Pet dental care myths

August 17th, 2017

pet-dental-care

Vets estimate that 85% of dogs over the age of 4 are suffering from some form of dental disease that if untreated can cause serious consequences. Oral hygiene in our pets can often be overlooked, however it is extremely important and can not only cause harm to the pet’s mouth region, but can affect their kidneys, heart or liver.

As pet owners, we here a number of do’s and don’ts when it comes to our furry friends mouth and dental hygiene, and as August is the National month for pet dental health, we thought we would help debug some myths about pet dental care…

Pet dental care myths

  • Dry food helps clean their teeth – many believe that feeding their pet dry food is an easy way of cleaning their teeth due to the rough surfaces scraping off tartar. However, most kibble breaks down before being able to touch any tartar on the pet’s teeth, leading to little resistance and doing very little for their dental care.
  • Dogs always have bad breath – most pets often don’t have the best breath, although very foul breath is a good indicator that something is not right. If their breath is overly bad, this may be signs of gingivitis or other dental problems and should be treated by a vet as soon as possible.
  • A dog will stop eating if there’s a problem – for dogs, eating is a strong survival instinct that will come before any pain that they may be suffering.
  • Human toothpaste is fine for pets – pet specific toothpaste should only ever be used on your cat or dog as human toothpaste contains fluoride which can be toxic for pets.
  • Real bones are good for their teeth – whilst raw bones can help clean your dog’s teeth, they can also splinter and cause internal injuries or fracture your pet’s teeth.

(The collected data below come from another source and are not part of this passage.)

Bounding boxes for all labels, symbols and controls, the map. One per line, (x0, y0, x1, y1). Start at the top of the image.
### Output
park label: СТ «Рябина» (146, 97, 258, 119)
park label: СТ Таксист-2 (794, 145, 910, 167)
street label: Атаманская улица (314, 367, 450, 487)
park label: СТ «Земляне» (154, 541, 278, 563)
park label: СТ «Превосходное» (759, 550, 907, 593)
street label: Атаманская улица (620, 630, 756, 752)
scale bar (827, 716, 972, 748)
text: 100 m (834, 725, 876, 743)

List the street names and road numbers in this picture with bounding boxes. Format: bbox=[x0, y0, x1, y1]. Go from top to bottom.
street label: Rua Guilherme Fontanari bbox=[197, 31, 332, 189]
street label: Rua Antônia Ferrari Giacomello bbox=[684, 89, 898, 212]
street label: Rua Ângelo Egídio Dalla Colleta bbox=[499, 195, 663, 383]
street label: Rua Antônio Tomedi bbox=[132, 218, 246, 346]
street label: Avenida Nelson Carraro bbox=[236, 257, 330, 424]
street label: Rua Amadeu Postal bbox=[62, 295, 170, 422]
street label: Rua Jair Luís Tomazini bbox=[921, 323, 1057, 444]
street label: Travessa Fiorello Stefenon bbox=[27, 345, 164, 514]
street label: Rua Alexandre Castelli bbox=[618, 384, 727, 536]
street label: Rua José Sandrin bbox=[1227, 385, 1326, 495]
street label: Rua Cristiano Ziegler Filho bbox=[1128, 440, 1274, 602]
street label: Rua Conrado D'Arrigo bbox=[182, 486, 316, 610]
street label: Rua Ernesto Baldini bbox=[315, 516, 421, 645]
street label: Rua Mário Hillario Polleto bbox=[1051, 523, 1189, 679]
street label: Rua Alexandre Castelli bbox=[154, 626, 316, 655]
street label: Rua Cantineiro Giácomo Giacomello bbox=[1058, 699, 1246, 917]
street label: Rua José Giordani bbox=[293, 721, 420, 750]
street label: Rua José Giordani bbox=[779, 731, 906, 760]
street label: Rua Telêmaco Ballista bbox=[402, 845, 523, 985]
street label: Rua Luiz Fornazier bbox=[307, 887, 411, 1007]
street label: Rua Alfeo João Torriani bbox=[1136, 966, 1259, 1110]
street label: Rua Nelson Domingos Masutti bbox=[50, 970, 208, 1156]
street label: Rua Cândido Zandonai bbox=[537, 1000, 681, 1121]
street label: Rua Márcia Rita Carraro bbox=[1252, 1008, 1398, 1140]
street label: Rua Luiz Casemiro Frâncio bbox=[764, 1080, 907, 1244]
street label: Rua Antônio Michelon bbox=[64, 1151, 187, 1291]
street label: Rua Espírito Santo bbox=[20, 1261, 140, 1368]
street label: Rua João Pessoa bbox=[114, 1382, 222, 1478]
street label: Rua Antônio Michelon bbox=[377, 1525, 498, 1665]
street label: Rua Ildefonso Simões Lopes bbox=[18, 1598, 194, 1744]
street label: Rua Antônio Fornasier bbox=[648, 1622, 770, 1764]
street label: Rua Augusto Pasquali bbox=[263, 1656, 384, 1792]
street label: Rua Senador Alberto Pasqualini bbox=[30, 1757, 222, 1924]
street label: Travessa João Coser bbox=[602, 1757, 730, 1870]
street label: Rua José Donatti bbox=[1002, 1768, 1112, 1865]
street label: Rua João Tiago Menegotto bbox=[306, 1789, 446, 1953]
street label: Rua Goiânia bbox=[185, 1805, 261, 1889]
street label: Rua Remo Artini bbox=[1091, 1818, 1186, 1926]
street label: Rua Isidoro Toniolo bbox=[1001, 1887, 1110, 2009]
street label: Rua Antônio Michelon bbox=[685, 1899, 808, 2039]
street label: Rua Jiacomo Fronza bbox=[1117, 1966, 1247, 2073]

It is best to stick to pet safe dental chew toys for a cleaning snack.

Improving pet dental hygiene

As always, prevention is better than a cure. Try feeding your pet a healthy and nutritious diet – getting advice from your vet is always beneficial. You can also apply pet toothpaste to their chew toys or a rope that you can pull against to help clean your pet’s teeth without using a toothbrush.

Ultimately, getting regular check-ups once a year at the vets will go a long way to improving and maintain your pets dental hygiene.

One Response to “Pet dental care myths”

  1. Gail Kerry says:

    Pet dental cleaning should be claimable as it is a preventative treatment that can stop other nasty things happen to our pets. Pet dental is so expensive. I have pet insurance with Petplan but can’t claim for it & also can’t afford it.